◆ **Assigned task**
Report every line in the records below that holds the word "stream".

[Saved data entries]
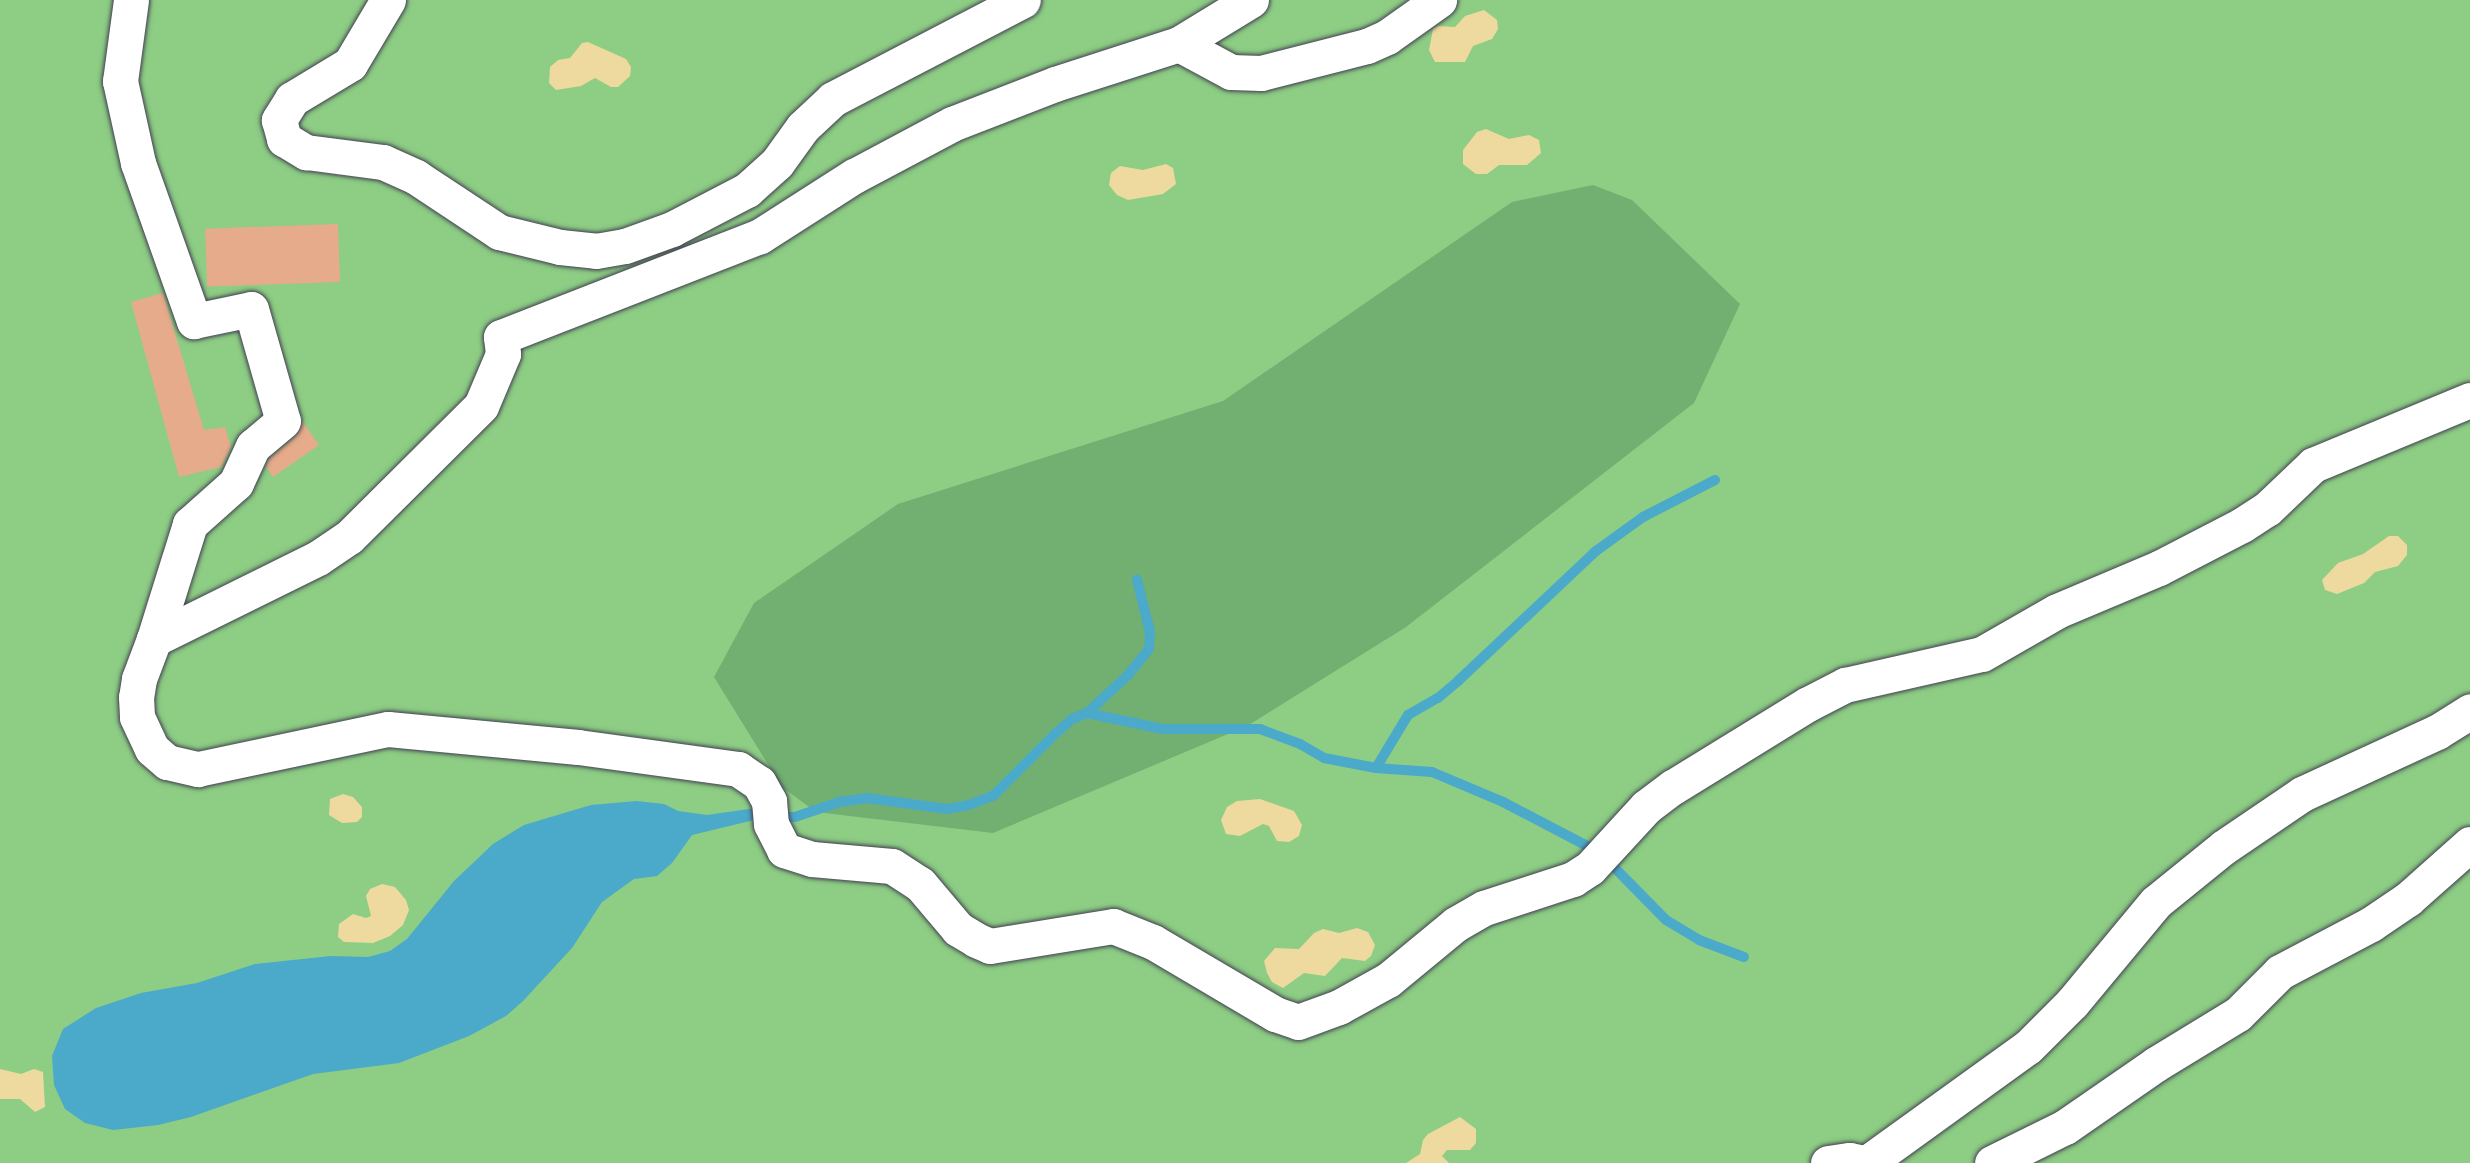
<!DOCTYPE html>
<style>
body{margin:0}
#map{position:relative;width:2470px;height:1163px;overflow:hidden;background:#f5e5cc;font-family:Mynerve,sans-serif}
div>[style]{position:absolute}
.green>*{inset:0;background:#8dcd84;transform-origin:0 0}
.forest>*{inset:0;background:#72b072}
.sand>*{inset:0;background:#eeda9e}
.water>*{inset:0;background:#4ba9c9}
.stream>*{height:10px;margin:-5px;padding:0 5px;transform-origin:5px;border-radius:5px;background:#4ba9c9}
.building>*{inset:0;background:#e6ab8a;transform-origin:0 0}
.roads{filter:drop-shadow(0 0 2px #423f51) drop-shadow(0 0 2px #423f51)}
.minor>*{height:35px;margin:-17.5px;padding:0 17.5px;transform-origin:17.5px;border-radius:17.5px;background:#fff}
span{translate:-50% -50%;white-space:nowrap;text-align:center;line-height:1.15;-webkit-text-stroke:5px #fbf7ec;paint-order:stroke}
</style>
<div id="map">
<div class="green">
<div style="left:0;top:0;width:2470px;height:1163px"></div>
</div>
<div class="forest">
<div style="clip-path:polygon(1593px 185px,1632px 200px,1740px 304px,1694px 403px,1406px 627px,1247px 726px,993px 833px,816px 812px,782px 787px,714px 677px,754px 603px,898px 504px,1223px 401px,1512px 202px)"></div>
</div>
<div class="sand">
<div style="clip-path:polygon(1484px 10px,1497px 20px,1498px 29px,1492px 39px,1473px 46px,1465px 62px,1435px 62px,1429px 50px,1433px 29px,1438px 26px,1455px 27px,1465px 16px)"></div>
<div style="clip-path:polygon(588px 42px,626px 59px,631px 67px,630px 76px,618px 87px,611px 87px,595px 78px,581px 86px,556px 90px,549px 83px,550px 67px,558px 60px,570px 58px,582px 43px)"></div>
<div style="clip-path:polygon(1486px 129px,1509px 139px,1529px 135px,1539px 140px,1541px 153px,1527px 165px,1499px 165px,1487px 174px,1476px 174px,1463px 164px,1463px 150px,1477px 132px)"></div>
<div style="clip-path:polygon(1166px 164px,1173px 168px,1176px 184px,1163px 194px,1128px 200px,1117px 195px,1109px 185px,1111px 173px,1120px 166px,1143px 170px)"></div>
<div style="clip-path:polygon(2389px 536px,2398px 536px,2407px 545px,2407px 555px,2398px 566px,2375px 572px,2364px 583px,2337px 594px,2325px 590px,2322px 580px,2338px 563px,2363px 554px)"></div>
<div style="clip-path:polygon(343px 794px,353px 797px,362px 807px,362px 817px,357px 822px,342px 823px,329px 815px,330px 799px)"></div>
<div style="clip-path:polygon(1260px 799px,1294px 811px,1302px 825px,1299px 836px,1289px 842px,1277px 841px,1269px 826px,1263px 824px,1240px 836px,1226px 834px,1221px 820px,1227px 807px,1237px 801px)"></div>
<div style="clip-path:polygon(382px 884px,395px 887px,406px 900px,409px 910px,403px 925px,390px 936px,373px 943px,344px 942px,338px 937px,339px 924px,353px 914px,366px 918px,371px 916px,366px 896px,370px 889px)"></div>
<div style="clip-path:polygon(1357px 928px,1368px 932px,1375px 945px,1371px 956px,1365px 961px,1342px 958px,1325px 976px,1304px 973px,1283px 988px,1272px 982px,1267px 973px,1264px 961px,1275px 948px,1299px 949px,1314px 933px,1323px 929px,1339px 933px)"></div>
<div style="clip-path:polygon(0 1069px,21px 1074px,34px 1069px,43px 1072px,45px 1107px,35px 1112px,20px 1099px,0 1099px)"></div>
<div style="clip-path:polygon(1460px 1117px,1476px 1129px,1476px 1143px,1470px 1150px,1447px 1150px,1442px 1156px,1449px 1163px,1406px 1163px,1420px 1154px,1423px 1140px,1428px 1134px)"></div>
</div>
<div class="water">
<div style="clip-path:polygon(637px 801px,664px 804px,678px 811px,707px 815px,756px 808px,754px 820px,692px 835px,672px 863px,657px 876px,634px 879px,602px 902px,572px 948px,523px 1001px,506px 1016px,469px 1036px,399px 1063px,313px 1074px,191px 1117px,158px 1125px,113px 1130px,85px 1123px,65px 1109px,54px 1085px,52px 1056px,63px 1029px,96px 1008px,141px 993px,197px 983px,255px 964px,331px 956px,368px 957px,390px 951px,407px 939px,454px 881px,493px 844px,524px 825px,591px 805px)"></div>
</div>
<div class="stream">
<div style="left:1087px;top:713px;width:56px;rotate:-42.8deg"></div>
<div style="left:1128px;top:675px;width:33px;rotate:-51deg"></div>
<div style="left:1149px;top:649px;width:17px;rotate:-87deg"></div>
<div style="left:1150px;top:632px;width:54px;rotate:-104deg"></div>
<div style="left:1376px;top:768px;width:62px;rotate:-58.9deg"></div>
<div style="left:1408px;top:715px;width:34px;rotate:-30deg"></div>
<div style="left:1438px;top:698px;width:26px;rotate:-40deg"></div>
<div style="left:1458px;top:681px;width:190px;rotate:-43.3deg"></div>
<div style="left:1596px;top:551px;width:58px;rotate:-35.9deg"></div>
<div style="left:1643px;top:517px;width:81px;rotate:-27.2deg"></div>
<div style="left:781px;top:817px;width:14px"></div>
<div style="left:795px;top:817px;width:46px;rotate:-18.8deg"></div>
<div style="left:839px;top:802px;width:27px;rotate:-8deg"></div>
<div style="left:866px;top:798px;width:82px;rotate:7.7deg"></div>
<div style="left:947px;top:809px;width:22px;rotate:-10deg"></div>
<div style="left:969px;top:805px;width:26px;rotate:-21deg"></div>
<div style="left:993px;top:796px;width:89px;rotate:-45deg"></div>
<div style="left:1056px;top:733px;width:21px;rotate:-41deg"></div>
<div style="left:1072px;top:719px;width:16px;rotate:-22deg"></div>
<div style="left:1087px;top:713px;width:77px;rotate:12deg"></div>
<div style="left:1162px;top:729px;width:98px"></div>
<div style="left:1260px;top:729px;width:43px;rotate:20.6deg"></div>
<div style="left:1300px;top:744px;width:28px;rotate:30deg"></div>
<div style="left:1324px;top:758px;width:53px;rotate:10.9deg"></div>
<div style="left:1376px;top:768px;width:56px;rotate:4.1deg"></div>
<div style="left:1432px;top:772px;width:77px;rotate:22.9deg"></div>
<div style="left:1503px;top:802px;width:102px;rotate:27.6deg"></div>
<div style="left:1611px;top:864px;width:78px;rotate:45.5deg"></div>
<div style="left:1666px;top:920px;width:39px;rotate:31deg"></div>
<div style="left:1699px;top:940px;width:48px;rotate:20.7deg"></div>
</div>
<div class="building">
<div style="left:338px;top:224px;width:58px;height:133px;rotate:88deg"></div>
<div style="clip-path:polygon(163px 293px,204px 430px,225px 427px,231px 447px,221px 467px,179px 477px,131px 302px)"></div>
<div style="clip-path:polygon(303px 422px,319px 445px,273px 477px,266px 466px,269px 459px,296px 436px)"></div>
</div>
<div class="roads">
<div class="minor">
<div style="left:131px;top:0;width:82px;rotate:97.7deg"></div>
<div style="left:120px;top:81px;width:84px;rotate:77.6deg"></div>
<div style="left:138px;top:163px;width:168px;rotate:70.5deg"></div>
<div style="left:194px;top:321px;width:58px;rotate:-11.9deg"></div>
<div style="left:251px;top:309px;width:116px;rotate:74.1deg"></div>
<div style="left:283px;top:421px;width:39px;rotate:140deg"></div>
<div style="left:253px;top:446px;width:41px;rotate:114.7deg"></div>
<div style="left:236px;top:483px;width:62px;rotate:138.3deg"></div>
<div style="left:190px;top:524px;width:121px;rotate:107.4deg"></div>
<div style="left:388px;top:0;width:74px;rotate:120.7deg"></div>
<div style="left:350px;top:64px;width:68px;rotate:148.9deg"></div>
<div style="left:292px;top:99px;width:25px;rotate:122deg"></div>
<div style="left:279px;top:120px;width:20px;rotate:75deg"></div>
<div style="left:284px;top:139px;width:26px;rotate:31deg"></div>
<div style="left:306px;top:152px;width:78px;rotate:7.4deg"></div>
<div style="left:383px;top:162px;width:36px;rotate:24deg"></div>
<div style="left:416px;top:177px;width:100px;rotate:33.5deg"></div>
<div style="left:499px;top:232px;width:63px;rotate:13.8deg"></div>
<div style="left:560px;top:247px;width:36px;rotate:6deg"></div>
<div style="left:596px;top:251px;width:29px;rotate:-10deg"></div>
<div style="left:625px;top:246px;width:50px;rotate:-19.9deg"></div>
<div style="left:672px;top:229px;width:85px;rotate:-27.5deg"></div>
<div style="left:747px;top:190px;width:40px;rotate:-42deg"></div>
<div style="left:777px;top:163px;width:44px;rotate:-54.2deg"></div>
<div style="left:803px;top:127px;width:41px;rotate:-43deg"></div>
<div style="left:833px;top:99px;width:214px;rotate:-27.5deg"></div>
<div style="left:1251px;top:0;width:84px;rotate:148.6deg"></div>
<div style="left:1179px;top:44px;width:130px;rotate:162.1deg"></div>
<div style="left:1055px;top:84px;width:110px;rotate:158.8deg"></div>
<div style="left:952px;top:124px;width:111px;rotate:152deg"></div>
<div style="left:854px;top:176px;width:112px;rotate:147.4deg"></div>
<div style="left:760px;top:236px;width:278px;rotate:158.7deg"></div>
<div style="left:501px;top:337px;width:17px;rotate:83deg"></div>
<div style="left:503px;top:354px;width:56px;rotate:112.9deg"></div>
<div style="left:481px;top:406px;width:186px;rotate:135.2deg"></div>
<div style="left:349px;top:537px;width:37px;rotate:146deg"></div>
<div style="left:318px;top:558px;width:183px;rotate:153.7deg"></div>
<div style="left:154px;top:639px;width:43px;rotate:110.6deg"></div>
<div style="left:139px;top:679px;width:18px;rotate:99deg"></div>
<div style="left:136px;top:697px;width:20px;rotate:87deg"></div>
<div style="left:137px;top:717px;width:35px;rotate:65deg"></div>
<div style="left:152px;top:749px;width:20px;rotate:41deg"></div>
<div style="left:167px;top:762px;width:32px;rotate:13deg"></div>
<div style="left:198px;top:769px;width:194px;rotate:-11.9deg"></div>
<div style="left:388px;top:729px;width:191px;rotate:5.4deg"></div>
<div style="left:578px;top:747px;width:162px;rotate:7.8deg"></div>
<div style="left:738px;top:769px;width:25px;rotate:34deg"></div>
<div style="left:759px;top:783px;width:21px;rotate:61deg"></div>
<div style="left:769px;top:801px;width:23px;rotate:85deg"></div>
<div style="left:771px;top:824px;width:29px;rotate:63deg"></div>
<div style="left:784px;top:850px;width:29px;rotate:18deg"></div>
<div style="left:812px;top:859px;width:80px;rotate:5deg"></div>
<div style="left:892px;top:866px;width:33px;rotate:33deg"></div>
<div style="left:920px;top:884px;width:59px;rotate:49.8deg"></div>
<div style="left:958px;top:929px;width:21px;rotate:31deg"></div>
<div style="left:976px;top:940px;width:15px;rotate:23deg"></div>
<div style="left:990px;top:946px;width:125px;rotate:-9.2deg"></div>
<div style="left:1113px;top:926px;width:43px;rotate:21.8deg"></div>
<div style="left:1153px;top:942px;width:142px;rotate:30.5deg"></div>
<div style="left:1275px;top:1014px;width:24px;rotate:19deg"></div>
<div style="left:1298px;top:1022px;width:44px;rotate:-20.1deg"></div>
<div style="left:1339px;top:1007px;width:56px;rotate:-28.9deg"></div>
<div style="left:1388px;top:980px;width:88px;rotate:-39.5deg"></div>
<div style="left:1456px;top:924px;width:32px;rotate:-30deg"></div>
<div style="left:1484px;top:908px;width:94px;rotate:-18deg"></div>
<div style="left:1573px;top:879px;width:20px;rotate:-33deg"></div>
<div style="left:1590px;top:868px;width:83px;rotate:-47.4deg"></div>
<div style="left:1646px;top:807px;width:34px;rotate:-37deg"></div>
<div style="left:1673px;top:787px;width:158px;rotate:-31.6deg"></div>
<div style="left:1808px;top:704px;width:42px;rotate:-27.2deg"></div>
<div style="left:1845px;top:685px;width:140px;rotate:-12.8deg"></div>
<div style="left:1982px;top:654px;width:86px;rotate:-29.8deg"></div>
<div style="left:2057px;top:611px;width:111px;rotate:-22.9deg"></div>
<div style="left:2159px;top:568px;width:93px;rotate:-27.4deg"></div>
<div style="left:2242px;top:525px;width:30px;rotate:-33deg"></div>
<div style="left:2267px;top:509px;width:64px;rotate:-43.7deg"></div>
<div style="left:2313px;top:465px;width:170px;rotate:-22.5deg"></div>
<div style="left:1179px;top:44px;width:59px;rotate:28.3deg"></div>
<div style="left:1231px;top:72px;width:30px;rotate:2deg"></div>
<div style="left:1261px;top:73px;width:109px;rotate:-14.3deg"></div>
<div style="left:1367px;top:46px;width:22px;rotate:-24deg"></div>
<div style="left:1387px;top:37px;width:64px;rotate:-35.4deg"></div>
<div style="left:1828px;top:1163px;width:22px;rotate:-8deg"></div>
<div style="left:1850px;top:1160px;width:14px;rotate:12deg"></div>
<div style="left:1867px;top:1163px;width:198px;rotate:-35.8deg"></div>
<div style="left:2028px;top:1047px;width:62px;rotate:-45deg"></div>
<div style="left:2072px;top:1003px;width:131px;rotate:-50.3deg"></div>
<div style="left:2156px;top:902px;width:87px;rotate:-39deg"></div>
<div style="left:2224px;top:847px;width:94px;rotate:-34.2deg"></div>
<div style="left:2302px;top:794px;width:149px;rotate:-24.7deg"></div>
<div style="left:2437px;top:732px;width:39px;rotate:-32deg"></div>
<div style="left:1992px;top:1163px;width:81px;rotate:-26.3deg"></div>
<div style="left:2065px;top:1127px;width:111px;rotate:-34.7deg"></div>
<div style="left:2156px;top:1064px;width:96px;rotate:-31.4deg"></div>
<div style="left:2238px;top:1014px;width:59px;rotate:-45deg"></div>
<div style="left:2280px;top:972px;width:103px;rotate:-27.8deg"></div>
<div style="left:2371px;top:924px;width:45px;rotate:-34deg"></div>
<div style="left:2408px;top:899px;width:83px;rotate:-41.6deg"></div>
</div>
</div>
</div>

◆ **Written answer**
.stream>*{height:10px;margin:-5px;padding:0 5px;transform-origin:5px;border-radius:5px;background:#4ba9c9}
<div class="stream">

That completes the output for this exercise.